In this case, the HMM consists of $I=24$ states, which we enumerate as indicated above. For example, $\alpha_{1}$ corresponds to $\mathbf{C}$ and $\alpha_{13}$ to $\mathbf{Cm}$. In the remainder of this notebook, we do the following:

• First, we explain how to explicitly create an HMM by specifying the other HMM parameters in a musically informed fashion. Even though these parameters may be learned automatically from training data using the Baum–Welch Algorithm, the manual specification of HMM parameters is instructive and leads to an HMM with an explicit musical meaning.

• Second, we apply this HMM for chord recognition. The input (i.e., observation sequence) of the HMM is a chromagram representation of the music recording. Applying the Viterbi Algorithm, we then derive an optimal state sequence (consisting of chord labels) that best explains the chroma sequence. The sequence of chord labels yields our frame-wise chord recognition result.
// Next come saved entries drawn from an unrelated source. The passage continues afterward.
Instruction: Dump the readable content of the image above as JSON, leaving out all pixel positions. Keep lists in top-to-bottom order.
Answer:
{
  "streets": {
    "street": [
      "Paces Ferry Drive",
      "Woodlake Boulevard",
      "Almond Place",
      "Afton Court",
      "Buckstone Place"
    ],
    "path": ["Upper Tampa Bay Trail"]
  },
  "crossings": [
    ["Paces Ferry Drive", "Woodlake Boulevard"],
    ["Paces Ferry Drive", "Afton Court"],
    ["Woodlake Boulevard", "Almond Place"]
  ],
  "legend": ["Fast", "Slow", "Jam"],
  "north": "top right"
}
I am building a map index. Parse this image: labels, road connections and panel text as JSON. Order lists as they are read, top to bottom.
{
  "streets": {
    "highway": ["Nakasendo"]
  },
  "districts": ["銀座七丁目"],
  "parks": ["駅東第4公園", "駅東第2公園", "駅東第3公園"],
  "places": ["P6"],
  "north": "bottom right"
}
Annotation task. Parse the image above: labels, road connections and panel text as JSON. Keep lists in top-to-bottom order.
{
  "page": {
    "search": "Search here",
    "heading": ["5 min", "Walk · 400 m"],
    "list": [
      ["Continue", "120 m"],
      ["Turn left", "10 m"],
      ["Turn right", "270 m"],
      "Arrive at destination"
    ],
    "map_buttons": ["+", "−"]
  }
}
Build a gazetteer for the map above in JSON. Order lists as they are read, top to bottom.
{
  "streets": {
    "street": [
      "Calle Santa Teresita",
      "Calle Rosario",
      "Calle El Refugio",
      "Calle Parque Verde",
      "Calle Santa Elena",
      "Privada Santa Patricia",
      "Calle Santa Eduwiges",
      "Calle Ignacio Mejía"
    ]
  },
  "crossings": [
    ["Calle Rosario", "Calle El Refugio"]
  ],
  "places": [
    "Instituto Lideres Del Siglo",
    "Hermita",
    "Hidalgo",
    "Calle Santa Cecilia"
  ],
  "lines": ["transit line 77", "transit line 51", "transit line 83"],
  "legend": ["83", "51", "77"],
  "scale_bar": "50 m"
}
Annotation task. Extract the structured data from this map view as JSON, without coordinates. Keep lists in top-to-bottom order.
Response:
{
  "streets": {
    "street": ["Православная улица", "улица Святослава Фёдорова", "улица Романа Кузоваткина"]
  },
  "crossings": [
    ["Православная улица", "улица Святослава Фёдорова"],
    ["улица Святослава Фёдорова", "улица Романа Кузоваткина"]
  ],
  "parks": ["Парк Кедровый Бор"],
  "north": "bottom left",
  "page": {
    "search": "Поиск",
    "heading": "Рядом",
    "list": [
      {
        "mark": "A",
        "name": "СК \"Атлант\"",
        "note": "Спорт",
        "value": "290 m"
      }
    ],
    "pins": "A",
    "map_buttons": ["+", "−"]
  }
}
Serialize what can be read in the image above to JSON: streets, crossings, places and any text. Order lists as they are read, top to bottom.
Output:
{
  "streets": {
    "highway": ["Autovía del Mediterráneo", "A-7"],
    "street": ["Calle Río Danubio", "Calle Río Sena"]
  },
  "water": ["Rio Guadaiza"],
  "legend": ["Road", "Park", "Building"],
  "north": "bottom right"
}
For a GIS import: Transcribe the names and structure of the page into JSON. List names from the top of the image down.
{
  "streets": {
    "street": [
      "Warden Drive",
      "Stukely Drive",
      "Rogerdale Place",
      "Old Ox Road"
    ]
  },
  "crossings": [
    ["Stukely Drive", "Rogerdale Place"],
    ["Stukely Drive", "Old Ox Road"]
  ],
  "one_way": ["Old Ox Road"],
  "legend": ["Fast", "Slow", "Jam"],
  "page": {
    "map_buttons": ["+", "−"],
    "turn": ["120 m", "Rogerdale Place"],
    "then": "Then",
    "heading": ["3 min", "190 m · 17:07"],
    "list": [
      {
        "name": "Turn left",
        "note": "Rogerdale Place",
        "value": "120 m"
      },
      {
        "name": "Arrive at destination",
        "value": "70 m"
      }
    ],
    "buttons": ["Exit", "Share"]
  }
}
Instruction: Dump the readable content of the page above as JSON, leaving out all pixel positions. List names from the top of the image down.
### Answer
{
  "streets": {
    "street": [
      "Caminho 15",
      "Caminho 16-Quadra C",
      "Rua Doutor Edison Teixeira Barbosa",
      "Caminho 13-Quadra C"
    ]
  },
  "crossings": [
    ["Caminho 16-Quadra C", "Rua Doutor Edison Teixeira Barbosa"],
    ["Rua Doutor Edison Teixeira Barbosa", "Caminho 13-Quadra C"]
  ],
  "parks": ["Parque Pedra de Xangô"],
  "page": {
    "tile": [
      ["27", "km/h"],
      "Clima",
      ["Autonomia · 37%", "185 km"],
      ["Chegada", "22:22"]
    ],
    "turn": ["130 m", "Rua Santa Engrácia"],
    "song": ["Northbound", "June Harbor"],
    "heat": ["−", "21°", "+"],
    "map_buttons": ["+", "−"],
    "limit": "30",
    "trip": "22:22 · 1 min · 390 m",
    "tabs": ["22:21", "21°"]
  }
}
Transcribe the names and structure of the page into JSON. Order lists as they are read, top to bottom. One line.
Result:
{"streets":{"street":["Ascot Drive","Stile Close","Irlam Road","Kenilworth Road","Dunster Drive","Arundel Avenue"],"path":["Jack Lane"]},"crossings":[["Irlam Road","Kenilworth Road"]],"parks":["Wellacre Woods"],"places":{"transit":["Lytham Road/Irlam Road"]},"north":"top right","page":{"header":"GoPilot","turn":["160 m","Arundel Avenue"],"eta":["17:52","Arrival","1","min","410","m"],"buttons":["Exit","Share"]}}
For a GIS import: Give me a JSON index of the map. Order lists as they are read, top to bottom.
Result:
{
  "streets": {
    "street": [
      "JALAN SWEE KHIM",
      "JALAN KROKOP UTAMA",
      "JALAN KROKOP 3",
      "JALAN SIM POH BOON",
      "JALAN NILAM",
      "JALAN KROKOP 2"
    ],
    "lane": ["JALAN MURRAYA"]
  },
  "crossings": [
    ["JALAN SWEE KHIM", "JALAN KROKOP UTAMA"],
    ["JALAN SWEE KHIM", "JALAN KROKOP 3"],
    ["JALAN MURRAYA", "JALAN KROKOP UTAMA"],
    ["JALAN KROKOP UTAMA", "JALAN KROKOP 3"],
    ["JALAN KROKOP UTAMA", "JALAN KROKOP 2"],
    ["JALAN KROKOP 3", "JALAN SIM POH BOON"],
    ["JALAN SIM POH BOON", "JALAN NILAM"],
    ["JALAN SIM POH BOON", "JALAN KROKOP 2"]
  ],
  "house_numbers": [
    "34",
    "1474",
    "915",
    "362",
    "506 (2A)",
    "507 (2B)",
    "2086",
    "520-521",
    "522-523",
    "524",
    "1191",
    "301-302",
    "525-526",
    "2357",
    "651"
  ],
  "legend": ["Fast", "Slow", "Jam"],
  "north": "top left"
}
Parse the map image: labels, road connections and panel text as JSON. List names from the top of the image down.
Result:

We will compare the HMM-based chord recognition results with the results obtained from the template-based approach. In particular we will see that the HMM transition model introduces a kind of context-aware postfiltering.

Specification of Emission Likelihoods¶

In our chord recognition scenario, the observations are chroma vectors that have previously been extracted from the given audio recording. In other words, the observations are $12$-dimensional real-valued vectors which are elements of the continuous feature space $\mathcal{F}=\mathbb{R}^{12}$. So far, we have only considered the case of discrete HMMs, where the observations are discrete symbols coming from a finite output space $\mathcal{B}$. To make discrete HMMs applicable to our scenario, one possible procedure is to introduce a finite set of prototype vectors, a so-called codebook. Such a codebook can be regarded as a discretization of the continuous feature space $\mathcal{F}=\mathbb{R}^{12}$, where each codebook vector represents an entire range of feature vectors. Emission probabilities can then be determined on the basis of this finite set of codebook vectors.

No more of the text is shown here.